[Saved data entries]

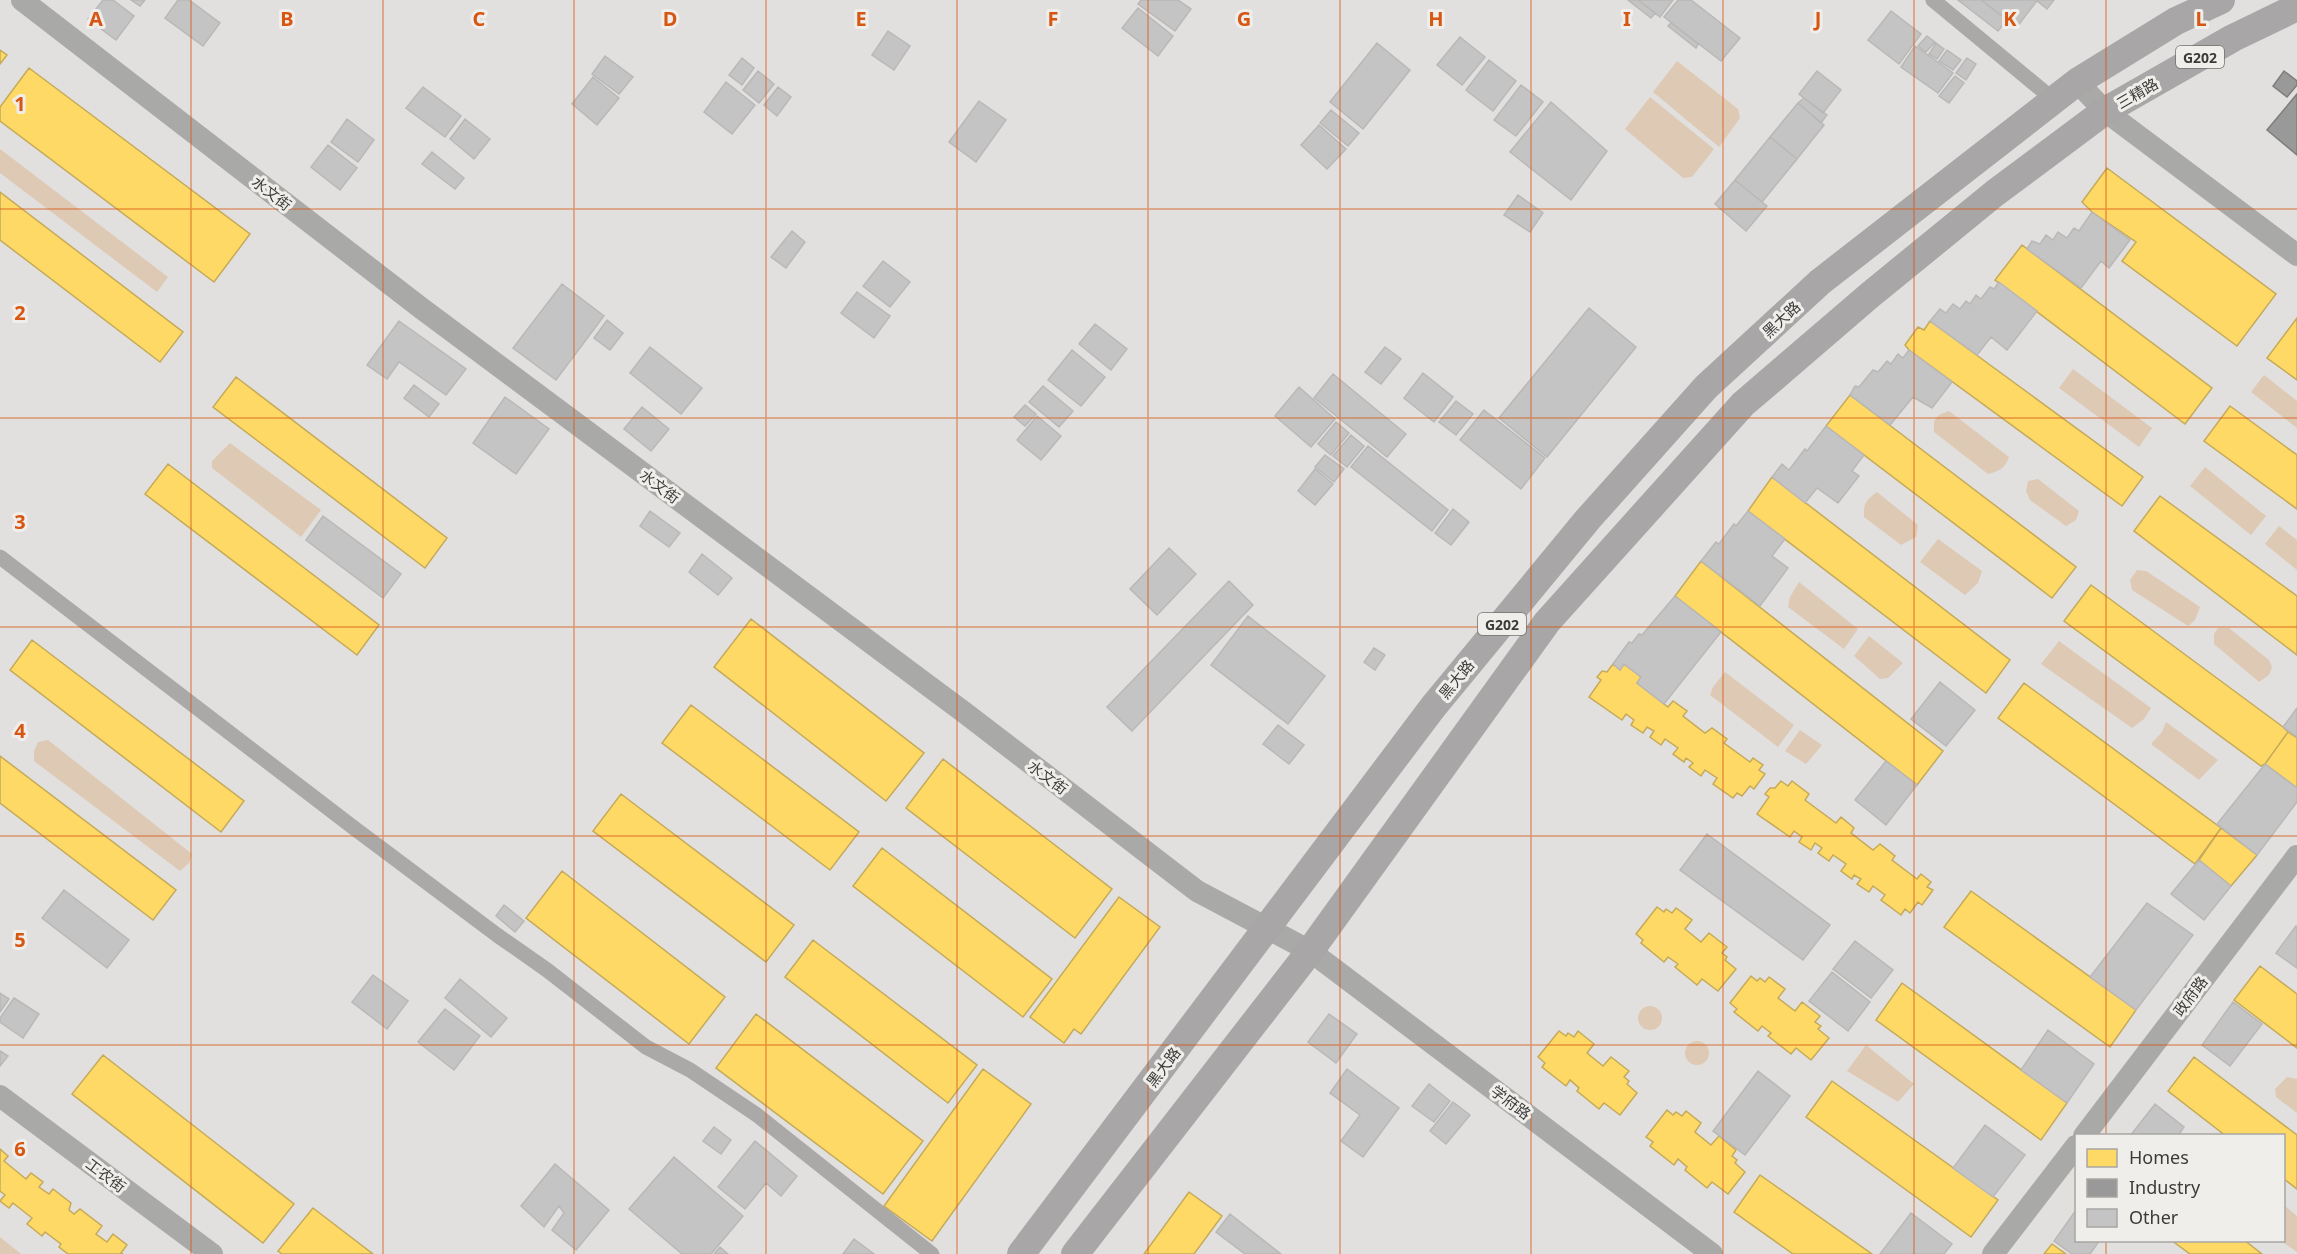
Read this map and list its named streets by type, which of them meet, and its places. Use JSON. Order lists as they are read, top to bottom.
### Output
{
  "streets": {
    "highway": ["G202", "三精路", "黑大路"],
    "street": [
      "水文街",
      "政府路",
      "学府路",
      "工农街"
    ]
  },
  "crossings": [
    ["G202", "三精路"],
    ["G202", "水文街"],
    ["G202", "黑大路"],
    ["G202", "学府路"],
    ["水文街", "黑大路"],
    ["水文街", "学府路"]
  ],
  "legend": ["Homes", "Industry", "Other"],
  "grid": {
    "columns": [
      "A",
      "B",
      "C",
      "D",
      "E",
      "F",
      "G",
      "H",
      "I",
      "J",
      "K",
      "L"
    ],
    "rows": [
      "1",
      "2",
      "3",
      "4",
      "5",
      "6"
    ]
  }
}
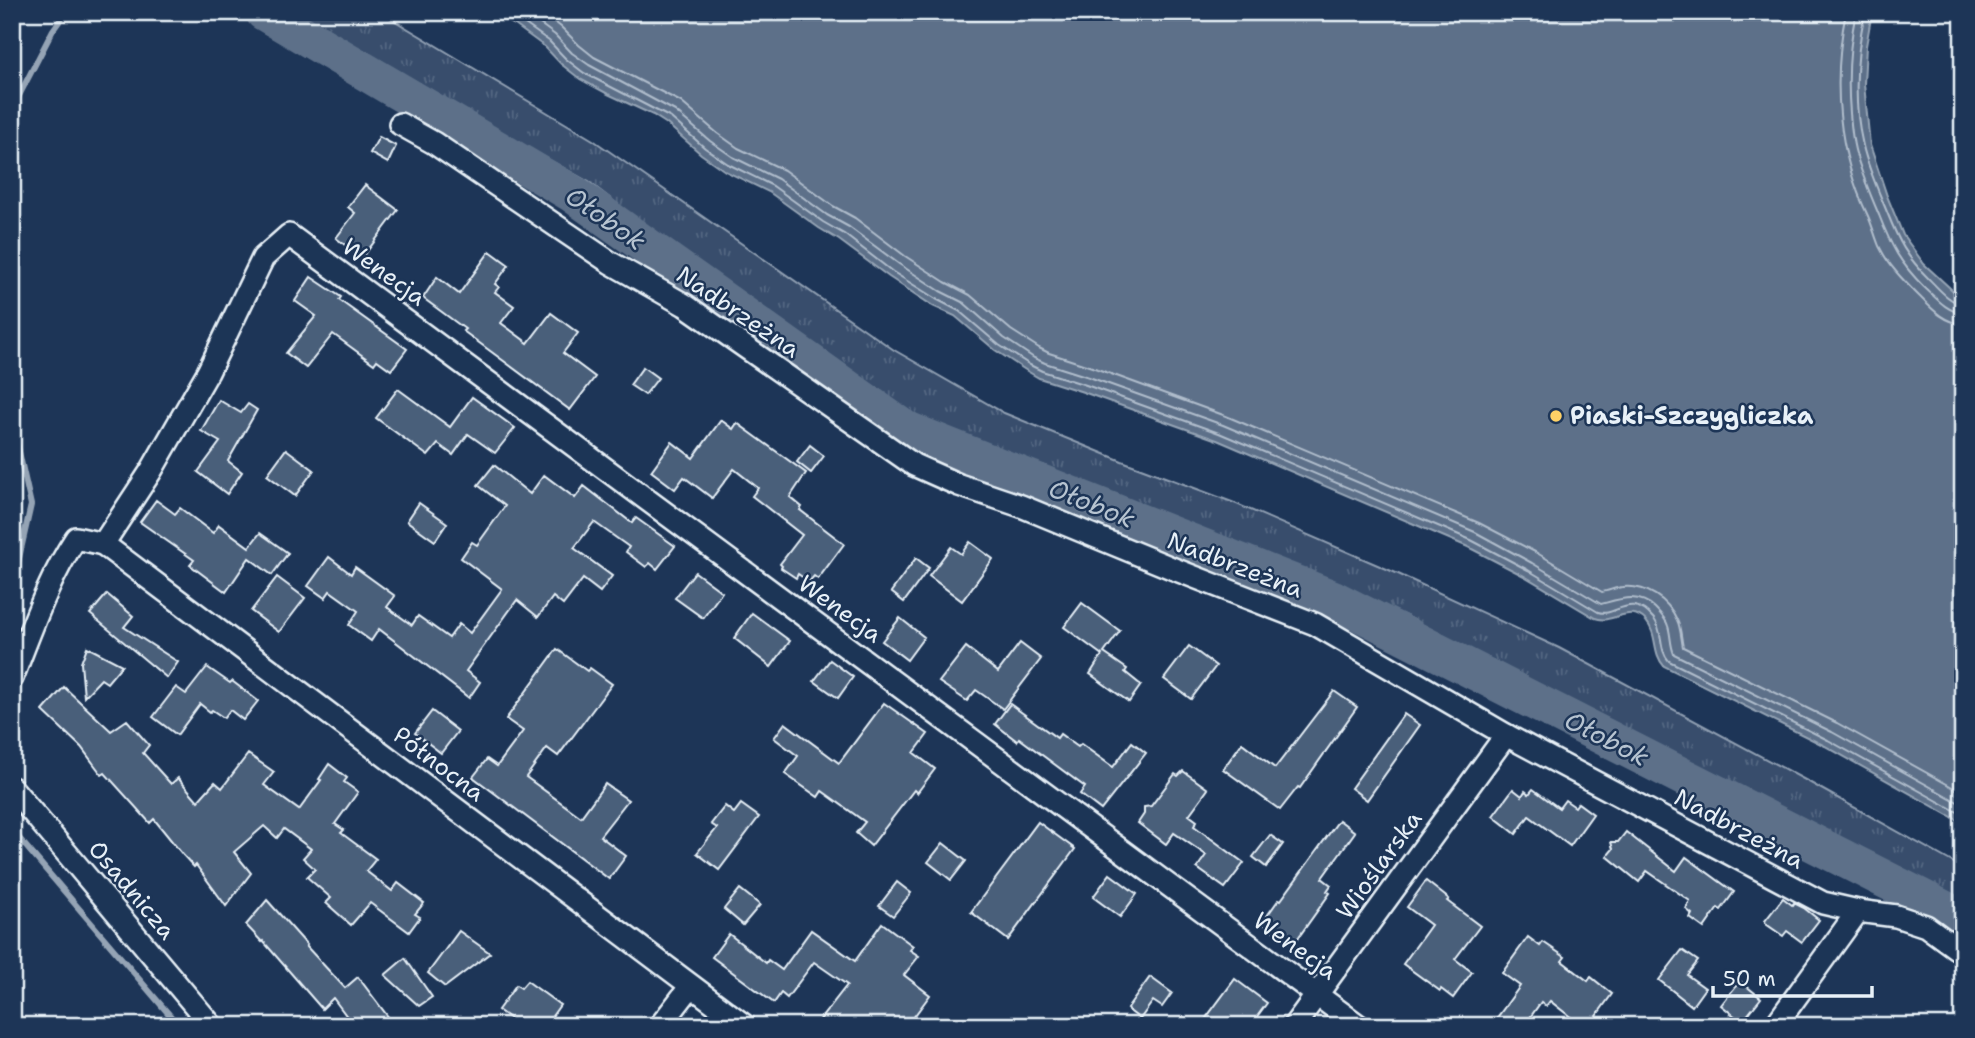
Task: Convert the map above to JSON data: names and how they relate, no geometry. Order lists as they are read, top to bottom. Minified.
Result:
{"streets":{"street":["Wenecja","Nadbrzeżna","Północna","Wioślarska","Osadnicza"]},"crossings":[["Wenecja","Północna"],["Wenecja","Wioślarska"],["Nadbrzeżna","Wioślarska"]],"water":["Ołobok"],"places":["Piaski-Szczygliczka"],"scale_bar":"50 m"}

### What you are asked to do
Every entry above has to be repeated exactly, apart from its pictures.

### Task solution
Read this map and list its named streets by type, which of them meet, and its places. Use JSON. Order lists as they are read, top to bottom.
### Output
{
  "streets": {
    "highway": ["G202", "三精路", "黑大路"],
    "street": [
      "水文街",
      "政府路",
      "学府路",
      "工农街"
    ]
  },
  "crossings": [
    ["G202", "三精路"],
    ["G202", "水文街"],
    ["G202", "黑大路"],
    ["G202", "学府路"],
    ["水文街", "黑大路"],
    ["水文街", "学府路"]
  ],
  "legend": ["Homes", "Industry", "Other"],
  "grid": {
    "columns": [
      "A",
      "B",
      "C",
      "D",
      "E",
      "F",
      "G",
      "H",
      "I",
      "J",
      "K",
      "L"
    ],
    "rows": [
      "1",
      "2",
      "3",
      "4",
      "5",
      "6"
    ]
  }
}
Task: Convert the map above to JSON data: names and how they relate, no geometry. Order lists as they are read, top to bottom. Minified.
Result:
{"streets":{"street":["Wenecja","Nadbrzeżna","Północna","Wioślarska","Osadnicza"]},"crossings":[["Wenecja","Północna"],["Wenecja","Wioślarska"],["Nadbrzeżna","Wioślarska"]],"water":["Ołobok"],"places":["Piaski-Szczygliczka"],"scale_bar":"50 m"}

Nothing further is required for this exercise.